Run through the data and copy out every line that mentions the word "پایگاه".

[Exercise materials]

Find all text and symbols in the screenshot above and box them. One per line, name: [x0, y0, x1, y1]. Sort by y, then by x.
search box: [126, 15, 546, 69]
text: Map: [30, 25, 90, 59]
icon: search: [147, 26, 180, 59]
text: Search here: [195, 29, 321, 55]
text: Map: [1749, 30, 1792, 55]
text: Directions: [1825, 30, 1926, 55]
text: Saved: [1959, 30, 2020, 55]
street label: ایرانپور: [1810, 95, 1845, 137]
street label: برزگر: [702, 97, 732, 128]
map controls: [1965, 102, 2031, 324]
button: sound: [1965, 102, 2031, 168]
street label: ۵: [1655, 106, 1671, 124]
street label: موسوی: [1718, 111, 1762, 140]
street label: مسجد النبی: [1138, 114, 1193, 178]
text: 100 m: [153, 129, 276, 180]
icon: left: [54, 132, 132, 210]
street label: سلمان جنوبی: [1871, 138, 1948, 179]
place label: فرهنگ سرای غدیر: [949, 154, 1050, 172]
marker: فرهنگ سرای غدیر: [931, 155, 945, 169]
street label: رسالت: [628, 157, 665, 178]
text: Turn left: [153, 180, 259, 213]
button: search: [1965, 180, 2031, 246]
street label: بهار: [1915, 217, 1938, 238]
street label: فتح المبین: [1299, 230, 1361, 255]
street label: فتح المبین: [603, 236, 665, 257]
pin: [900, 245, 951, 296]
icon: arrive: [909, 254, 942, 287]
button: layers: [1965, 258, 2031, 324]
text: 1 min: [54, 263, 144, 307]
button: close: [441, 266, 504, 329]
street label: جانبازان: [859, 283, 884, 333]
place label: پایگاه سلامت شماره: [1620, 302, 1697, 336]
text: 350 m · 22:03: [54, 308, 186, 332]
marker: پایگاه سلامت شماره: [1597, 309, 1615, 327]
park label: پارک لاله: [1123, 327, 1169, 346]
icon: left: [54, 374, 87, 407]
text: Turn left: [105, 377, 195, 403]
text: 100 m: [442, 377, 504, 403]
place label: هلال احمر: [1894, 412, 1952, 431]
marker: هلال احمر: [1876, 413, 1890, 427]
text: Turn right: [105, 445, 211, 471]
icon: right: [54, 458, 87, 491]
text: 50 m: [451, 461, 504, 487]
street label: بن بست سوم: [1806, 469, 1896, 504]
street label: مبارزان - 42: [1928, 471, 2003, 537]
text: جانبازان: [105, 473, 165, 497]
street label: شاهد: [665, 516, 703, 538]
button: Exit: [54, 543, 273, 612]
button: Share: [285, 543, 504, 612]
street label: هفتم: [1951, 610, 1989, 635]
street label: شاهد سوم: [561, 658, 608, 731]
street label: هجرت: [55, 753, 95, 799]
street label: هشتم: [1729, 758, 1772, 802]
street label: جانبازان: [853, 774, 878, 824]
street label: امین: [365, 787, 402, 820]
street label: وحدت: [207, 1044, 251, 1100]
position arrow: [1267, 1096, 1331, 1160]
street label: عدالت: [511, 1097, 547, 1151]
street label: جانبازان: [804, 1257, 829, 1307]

[/Exercise materials]

_Solution_:
place label: پایگاه سلامت شماره: [1620, 302, 1697, 336]
marker: پایگاه سلامت شماره: [1597, 309, 1615, 327]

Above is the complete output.